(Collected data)
───

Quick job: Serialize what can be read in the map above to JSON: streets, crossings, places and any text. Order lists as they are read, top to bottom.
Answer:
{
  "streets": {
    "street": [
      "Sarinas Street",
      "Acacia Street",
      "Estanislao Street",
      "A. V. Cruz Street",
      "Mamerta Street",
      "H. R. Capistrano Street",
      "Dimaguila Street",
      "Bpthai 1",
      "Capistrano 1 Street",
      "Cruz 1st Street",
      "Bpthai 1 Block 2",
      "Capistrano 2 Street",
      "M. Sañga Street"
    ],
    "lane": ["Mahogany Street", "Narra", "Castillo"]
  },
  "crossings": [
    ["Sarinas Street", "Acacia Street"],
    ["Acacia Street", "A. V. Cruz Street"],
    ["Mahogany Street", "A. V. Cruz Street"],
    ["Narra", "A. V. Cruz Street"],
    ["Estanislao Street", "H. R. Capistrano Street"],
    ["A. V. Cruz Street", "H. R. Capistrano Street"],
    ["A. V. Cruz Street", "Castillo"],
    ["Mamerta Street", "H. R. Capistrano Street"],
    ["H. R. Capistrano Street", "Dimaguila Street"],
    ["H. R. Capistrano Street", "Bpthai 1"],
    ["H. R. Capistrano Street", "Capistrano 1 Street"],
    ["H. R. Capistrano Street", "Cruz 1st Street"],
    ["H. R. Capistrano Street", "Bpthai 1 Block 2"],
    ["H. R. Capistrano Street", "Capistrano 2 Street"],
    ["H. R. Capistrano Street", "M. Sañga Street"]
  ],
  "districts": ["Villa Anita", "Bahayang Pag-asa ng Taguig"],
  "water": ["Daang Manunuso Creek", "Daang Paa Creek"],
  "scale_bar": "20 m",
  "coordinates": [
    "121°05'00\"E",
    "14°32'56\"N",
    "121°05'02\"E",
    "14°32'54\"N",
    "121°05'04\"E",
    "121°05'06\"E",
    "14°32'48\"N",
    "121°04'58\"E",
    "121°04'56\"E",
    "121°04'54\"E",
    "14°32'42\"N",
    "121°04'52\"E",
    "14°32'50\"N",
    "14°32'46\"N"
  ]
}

───

* _What is needed_
The reply should contain all of the entries exactly as shown above.

* _Response_
Quick job: Serialize what can be read in the map above to JSON: streets, crossings, places and any text. Order lists as they are read, top to bottom.
Answer:
{
  "streets": {
    "street": [
      "Sarinas Street",
      "Acacia Street",
      "Estanislao Street",
      "A. V. Cruz Street",
      "Mamerta Street",
      "H. R. Capistrano Street",
      "Dimaguila Street",
      "Bpthai 1",
      "Capistrano 1 Street",
      "Cruz 1st Street",
      "Bpthai 1 Block 2",
      "Capistrano 2 Street",
      "M. Sañga Street"
    ],
    "lane": ["Mahogany Street", "Narra", "Castillo"]
  },
  "crossings": [
    ["Sarinas Street", "Acacia Street"],
    ["Acacia Street", "A. V. Cruz Street"],
    ["Mahogany Street", "A. V. Cruz Street"],
    ["Narra", "A. V. Cruz Street"],
    ["Estanislao Street", "H. R. Capistrano Street"],
    ["A. V. Cruz Street", "H. R. Capistrano Street"],
    ["A. V. Cruz Street", "Castillo"],
    ["Mamerta Street", "H. R. Capistrano Street"],
    ["H. R. Capistrano Street", "Dimaguila Street"],
    ["H. R. Capistrano Street", "Bpthai 1"],
    ["H. R. Capistrano Street", "Capistrano 1 Street"],
    ["H. R. Capistrano Street", "Cruz 1st Street"],
    ["H. R. Capistrano Street", "Bpthai 1 Block 2"],
    ["H. R. Capistrano Street", "Capistrano 2 Street"],
    ["H. R. Capistrano Street", "M. Sañga Street"]
  ],
  "districts": ["Villa Anita", "Bahayang Pag-asa ng Taguig"],
  "water": ["Daang Manunuso Creek", "Daang Paa Creek"],
  "scale_bar": "20 m",
  "coordinates": [
    "121°05'00\"E",
    "14°32'56\"N",
    "121°05'02\"E",
    "14°32'54\"N",
    "121°05'04\"E",
    "121°05'06\"E",
    "14°32'48\"N",
    "121°04'58\"E",
    "121°04'56\"E",
    "121°04'54\"E",
    "14°32'42\"N",
    "121°04'52\"E",
    "14°32'50\"N",
    "14°32'46\"N"
  ]
}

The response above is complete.